Ou vendo de outra perspetiva,
como se fosse uma metáfora, fecharam a escola, cortaram na proximidade das 21
crianças, que sobrecarregaram com duas deslocações diárias dispensáveis. A
metáfora é que se isto terá sido como economizar na construção de uma pista de um
aeroporto, em vez de a fazer com 4000 metros, fazê-la com 2400 metros.

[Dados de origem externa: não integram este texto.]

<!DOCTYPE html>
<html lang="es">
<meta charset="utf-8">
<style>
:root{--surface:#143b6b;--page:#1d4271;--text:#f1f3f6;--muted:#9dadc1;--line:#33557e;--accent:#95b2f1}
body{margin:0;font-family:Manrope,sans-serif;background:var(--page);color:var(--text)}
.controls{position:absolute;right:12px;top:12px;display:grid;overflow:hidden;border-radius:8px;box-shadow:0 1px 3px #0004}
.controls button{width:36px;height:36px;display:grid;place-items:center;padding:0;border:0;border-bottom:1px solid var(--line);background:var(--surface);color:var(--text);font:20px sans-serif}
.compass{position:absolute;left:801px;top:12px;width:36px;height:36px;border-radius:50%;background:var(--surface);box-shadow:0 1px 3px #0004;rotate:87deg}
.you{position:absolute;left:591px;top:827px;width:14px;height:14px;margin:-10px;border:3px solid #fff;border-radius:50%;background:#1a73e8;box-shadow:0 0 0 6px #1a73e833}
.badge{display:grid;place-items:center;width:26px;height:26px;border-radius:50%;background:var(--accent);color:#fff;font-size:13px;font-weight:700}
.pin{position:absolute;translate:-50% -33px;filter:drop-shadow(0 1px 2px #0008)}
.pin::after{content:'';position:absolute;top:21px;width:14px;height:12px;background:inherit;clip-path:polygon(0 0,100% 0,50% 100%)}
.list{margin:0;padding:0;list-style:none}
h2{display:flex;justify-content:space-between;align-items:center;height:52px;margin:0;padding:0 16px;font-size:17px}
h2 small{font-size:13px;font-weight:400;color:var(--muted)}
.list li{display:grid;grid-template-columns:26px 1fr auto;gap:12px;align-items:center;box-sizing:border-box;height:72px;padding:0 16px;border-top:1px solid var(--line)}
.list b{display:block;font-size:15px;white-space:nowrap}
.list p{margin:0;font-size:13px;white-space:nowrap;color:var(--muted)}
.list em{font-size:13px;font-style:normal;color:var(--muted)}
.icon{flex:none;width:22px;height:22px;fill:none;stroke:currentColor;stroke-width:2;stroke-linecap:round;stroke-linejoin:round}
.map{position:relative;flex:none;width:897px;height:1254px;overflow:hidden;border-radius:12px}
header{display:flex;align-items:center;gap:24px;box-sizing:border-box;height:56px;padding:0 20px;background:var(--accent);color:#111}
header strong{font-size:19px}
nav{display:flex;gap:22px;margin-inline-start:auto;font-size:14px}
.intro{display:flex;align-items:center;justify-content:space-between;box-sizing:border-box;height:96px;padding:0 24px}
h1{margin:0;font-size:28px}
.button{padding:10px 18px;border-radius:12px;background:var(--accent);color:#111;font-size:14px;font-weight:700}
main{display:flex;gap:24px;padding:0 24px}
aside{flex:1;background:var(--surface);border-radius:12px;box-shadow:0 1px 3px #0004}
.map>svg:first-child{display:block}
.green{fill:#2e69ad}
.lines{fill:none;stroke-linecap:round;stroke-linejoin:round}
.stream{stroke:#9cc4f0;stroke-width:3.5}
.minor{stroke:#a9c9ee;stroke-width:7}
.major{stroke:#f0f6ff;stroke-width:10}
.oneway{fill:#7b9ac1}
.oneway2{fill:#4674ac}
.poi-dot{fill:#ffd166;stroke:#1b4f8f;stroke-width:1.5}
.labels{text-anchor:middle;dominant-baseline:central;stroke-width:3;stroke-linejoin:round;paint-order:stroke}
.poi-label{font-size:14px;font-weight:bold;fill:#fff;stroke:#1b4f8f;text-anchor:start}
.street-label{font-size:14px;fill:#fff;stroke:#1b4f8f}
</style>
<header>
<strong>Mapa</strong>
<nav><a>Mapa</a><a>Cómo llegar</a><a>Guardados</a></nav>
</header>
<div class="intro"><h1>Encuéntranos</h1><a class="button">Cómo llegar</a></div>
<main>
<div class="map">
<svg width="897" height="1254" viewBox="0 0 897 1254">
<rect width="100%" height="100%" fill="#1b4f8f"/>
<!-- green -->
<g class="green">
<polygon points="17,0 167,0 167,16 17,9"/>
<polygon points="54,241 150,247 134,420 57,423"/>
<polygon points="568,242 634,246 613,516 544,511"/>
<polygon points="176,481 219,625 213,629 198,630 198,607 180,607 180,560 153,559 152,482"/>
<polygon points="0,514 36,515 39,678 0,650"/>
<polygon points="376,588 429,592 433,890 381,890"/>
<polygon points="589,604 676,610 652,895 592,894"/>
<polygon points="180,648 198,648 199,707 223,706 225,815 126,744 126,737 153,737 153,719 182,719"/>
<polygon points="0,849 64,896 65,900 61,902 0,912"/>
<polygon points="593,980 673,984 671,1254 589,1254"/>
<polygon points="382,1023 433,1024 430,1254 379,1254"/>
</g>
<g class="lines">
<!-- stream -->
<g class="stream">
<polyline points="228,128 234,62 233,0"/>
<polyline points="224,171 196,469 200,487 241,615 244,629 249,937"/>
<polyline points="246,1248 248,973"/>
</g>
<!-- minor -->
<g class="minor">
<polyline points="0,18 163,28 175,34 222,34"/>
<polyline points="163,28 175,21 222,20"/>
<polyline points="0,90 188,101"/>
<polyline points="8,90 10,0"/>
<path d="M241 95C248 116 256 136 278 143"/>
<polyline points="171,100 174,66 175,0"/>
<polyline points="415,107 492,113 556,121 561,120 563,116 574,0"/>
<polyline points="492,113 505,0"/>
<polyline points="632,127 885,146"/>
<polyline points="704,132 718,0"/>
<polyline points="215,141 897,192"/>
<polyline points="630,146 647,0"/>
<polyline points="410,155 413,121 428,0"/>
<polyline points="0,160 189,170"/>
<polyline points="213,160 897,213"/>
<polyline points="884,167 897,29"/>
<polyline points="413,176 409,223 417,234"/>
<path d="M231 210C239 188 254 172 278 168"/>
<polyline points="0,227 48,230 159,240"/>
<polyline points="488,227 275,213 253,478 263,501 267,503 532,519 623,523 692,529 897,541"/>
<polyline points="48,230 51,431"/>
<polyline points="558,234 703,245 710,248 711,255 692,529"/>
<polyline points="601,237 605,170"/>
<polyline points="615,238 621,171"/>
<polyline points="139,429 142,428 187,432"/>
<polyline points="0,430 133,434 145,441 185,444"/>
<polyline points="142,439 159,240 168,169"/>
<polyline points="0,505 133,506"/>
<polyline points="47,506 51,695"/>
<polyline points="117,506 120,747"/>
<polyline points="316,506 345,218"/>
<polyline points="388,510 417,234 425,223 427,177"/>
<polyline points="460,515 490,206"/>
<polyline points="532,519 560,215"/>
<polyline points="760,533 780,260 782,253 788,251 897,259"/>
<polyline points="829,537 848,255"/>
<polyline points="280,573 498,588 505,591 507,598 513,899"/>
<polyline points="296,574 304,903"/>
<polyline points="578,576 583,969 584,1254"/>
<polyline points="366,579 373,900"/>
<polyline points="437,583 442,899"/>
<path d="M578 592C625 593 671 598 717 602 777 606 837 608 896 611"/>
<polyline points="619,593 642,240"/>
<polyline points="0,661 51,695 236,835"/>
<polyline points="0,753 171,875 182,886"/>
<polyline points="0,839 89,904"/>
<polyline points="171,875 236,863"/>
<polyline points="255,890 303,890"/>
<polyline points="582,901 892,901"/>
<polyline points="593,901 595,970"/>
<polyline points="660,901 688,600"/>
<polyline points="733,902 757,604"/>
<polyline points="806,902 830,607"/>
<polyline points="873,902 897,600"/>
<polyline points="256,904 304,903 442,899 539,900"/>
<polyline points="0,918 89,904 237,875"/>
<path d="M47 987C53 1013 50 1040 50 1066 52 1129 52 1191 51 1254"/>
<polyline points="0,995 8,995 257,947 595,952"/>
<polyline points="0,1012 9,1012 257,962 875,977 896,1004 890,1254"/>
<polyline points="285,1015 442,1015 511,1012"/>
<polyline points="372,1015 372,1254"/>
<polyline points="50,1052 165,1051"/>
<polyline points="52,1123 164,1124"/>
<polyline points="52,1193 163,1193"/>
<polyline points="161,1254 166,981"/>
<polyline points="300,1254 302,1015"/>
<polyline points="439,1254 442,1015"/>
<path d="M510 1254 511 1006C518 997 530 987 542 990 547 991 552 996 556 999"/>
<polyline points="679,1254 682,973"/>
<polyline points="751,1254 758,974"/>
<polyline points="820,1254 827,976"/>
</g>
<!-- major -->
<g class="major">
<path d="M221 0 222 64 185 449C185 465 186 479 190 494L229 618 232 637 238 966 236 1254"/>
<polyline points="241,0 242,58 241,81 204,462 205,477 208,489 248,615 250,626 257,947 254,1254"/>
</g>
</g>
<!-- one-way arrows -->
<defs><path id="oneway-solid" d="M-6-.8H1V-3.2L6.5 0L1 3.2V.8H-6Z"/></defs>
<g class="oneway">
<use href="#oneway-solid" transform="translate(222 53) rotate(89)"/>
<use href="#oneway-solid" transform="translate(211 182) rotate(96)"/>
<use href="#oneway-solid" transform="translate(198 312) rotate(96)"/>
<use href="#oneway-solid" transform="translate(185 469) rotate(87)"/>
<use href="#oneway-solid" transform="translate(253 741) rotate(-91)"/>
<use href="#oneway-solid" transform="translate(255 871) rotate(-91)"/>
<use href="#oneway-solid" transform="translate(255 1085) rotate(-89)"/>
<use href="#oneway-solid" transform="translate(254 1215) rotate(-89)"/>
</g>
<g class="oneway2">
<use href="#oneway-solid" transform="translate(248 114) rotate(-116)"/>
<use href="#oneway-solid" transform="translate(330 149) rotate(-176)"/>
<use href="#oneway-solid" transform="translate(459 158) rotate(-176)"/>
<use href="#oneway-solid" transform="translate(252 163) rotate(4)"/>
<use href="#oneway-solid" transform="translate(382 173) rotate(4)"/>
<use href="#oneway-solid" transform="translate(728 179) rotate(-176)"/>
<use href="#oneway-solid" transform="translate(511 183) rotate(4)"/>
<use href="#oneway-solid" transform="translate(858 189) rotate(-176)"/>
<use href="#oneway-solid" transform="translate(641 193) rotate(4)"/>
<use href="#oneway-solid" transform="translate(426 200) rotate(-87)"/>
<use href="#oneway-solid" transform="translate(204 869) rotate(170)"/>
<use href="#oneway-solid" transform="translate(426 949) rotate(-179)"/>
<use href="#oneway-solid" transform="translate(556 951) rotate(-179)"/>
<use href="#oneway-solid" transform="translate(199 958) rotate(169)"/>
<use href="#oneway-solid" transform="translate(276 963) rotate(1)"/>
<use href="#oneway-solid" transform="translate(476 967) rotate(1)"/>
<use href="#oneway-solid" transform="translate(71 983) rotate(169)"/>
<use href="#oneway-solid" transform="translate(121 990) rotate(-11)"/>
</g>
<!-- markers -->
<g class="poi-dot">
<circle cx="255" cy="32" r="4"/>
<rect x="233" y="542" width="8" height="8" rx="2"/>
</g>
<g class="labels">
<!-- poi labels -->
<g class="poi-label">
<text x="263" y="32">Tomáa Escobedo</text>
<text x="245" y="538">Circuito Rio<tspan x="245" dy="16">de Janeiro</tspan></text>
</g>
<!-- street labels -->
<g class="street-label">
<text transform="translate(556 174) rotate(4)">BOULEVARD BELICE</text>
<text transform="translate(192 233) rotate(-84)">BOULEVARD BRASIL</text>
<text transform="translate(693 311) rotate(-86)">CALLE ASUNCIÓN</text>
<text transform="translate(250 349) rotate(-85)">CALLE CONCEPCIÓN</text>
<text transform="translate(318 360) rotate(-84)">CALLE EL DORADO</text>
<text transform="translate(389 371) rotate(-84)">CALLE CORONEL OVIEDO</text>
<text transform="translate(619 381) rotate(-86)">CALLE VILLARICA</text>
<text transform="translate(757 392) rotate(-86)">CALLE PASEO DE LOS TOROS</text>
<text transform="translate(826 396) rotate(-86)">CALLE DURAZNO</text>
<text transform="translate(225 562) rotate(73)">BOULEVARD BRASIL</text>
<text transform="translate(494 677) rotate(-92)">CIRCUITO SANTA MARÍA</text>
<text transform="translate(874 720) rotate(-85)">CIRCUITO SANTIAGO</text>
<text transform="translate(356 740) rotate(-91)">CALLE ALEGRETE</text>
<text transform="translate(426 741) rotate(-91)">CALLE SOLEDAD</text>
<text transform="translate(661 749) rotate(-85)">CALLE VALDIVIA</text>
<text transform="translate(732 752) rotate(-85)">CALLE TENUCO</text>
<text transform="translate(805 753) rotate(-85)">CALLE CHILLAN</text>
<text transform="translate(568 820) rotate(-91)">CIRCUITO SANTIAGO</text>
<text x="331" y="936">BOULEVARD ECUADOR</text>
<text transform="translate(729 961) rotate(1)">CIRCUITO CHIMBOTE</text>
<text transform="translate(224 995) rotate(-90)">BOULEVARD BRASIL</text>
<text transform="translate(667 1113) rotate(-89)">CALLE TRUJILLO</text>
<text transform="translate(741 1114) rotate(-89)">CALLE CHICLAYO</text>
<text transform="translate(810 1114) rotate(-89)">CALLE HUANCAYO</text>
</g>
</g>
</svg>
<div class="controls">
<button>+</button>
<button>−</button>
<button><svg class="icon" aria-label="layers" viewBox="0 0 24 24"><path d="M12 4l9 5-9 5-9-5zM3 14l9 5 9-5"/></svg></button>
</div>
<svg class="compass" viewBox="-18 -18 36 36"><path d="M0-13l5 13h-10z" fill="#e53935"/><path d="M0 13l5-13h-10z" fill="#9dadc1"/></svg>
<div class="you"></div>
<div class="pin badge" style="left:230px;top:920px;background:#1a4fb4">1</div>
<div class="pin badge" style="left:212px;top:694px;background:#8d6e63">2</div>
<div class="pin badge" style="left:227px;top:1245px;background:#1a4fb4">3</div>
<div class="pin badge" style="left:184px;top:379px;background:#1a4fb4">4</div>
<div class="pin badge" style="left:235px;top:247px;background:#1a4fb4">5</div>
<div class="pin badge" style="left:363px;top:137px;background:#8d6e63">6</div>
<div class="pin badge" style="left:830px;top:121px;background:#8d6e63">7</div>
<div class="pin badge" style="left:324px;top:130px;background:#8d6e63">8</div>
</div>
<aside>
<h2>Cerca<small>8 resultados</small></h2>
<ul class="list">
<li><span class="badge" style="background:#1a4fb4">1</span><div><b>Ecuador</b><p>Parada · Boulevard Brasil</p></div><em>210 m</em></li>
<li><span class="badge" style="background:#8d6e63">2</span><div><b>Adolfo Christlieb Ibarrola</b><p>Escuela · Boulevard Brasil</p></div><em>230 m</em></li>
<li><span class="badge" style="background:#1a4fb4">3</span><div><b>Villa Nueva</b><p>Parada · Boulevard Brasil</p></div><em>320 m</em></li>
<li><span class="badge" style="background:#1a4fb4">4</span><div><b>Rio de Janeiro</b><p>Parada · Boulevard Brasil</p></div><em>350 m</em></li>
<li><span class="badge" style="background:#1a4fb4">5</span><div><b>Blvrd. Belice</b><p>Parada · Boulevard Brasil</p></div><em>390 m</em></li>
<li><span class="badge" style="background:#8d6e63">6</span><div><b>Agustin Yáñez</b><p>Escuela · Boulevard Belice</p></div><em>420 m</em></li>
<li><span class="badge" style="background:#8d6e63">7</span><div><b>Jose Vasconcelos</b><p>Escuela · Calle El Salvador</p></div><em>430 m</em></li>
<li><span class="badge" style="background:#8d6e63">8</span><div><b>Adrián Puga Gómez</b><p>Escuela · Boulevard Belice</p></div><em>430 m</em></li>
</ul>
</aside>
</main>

Economizaram, mas cortaram nas possibilidades da pista. Fechar uma escola é
cortar nas possibilidades de uma comunidade, e dispersar as crianças é limitá-las
nos seus voos.
Mas que importa isso? O ambiente
da Manta Rota no verão é brilhante, a multidão, feliz, preenche os próprios requisitos
de felicidade e de cumprimento de rituais, que o próximo, pelo menos é o que se
ouve discutir mas conversas próximas, é onde vão passar a primeira semana de
setembro, uns aos Açores, outros a Budapeste, outros à Estónia. Alegremente se esquecem os sinais
de prudencia e se reverenciam as virtudes cristãs da fé e da esperança em cada
vez melhores dias, graças às maravilhas da internet e das companhias aéreas
low-cost. Pedi numa esplanada uma tosta mista, uma cerveja e um café, e paguei
4,10 euros. É barato. Não admira que a inflação vá atrás das taxas de juro
negativas e já é deflação nos produtos alimentares. Os senhores economistas que
nos governam, ou, como a metáfora da escola, nos limitam e desgovernam, tinham
obrigação de perceber que algo vai mal. É muito bom ter um baixo custo de vida,
mas isso significa que os salários são baixos e que ninguém investe para ter de
vender o seu produto abaixo do custo de produção e distribuição. E deveriam
especialmente ouvir a senhora que se sentou a meu lado na sala de espera do
hospital de Faro, perguntou-me se eu era estrangeiro, porque precisava de
falar, de desabafar. Que era a quarta vez que lá ia por causa do pé que tinha
torcido ou partido, tinha caído em casa e mostrava-me os dois pés. Levantando-os
à altura do assento da cadeira, numa posição que seria cómica se não fosse
ultrajante, para que eu visse como o entrapado e com uma ligadura estava
inchado. Mas os médicos náo tinham querido engessar e ela com o RSI de 190
euros não conseguia pagar a luz e a água e nem sequer lhe tinham emprestado uma
canadiana porque assim não podia andar, era de Matosinhos mas há sete anos que
vive no Algarve. Contou-me quem eu fui acompanhar à ortopedia que o médico, de
forma simpática e triste, afirmou que eram 21 ortopedistas no hospital de Faro,
mas agora eram só 6, e que não havia ambulância durante a noite para transportar
o doente para Lisboa onde poderia ser operado se quiser esperar uma duas
semanas, por causa das prevenções contra os incêndios e os acidentes
rodoviários. No fundo, é a metáfora da escola primária de Manta Rota, entre
cortes e cativações fecha-se o que for necessário para ficar com o que for
possível, no triunfo das desigualdades.
Espero que tenha ajudado a senhora que aufere apenas 190 euros de RSI com a sua reforma milionária de 3000 euros.
ResponderEliminar
EliminarNão se proporcionou. Não me importaria aliás, já o faço com alguns familiares e conhecidos. Apesar da senhora estar com limitações, enquanto eu me virei para um lado para observar outros doentes, ela levantou-se e foi para a consulta juntamente com uma amiga. Mas pela troca de impressões, ela não estaria interessada em pedir ajuda, apenas que lhe consertassem o pé para que pudesse voltar a trabalhar. Isto é, no combate às desigualdades ela não alinharia em posições do tipo “frondeuse”, como dizem os franceses. Provavelmente estaria do lado de Olof Palm no seu encontro com Otelo, preferível erradicar a pobreza que a riqueza. Cumprimentos.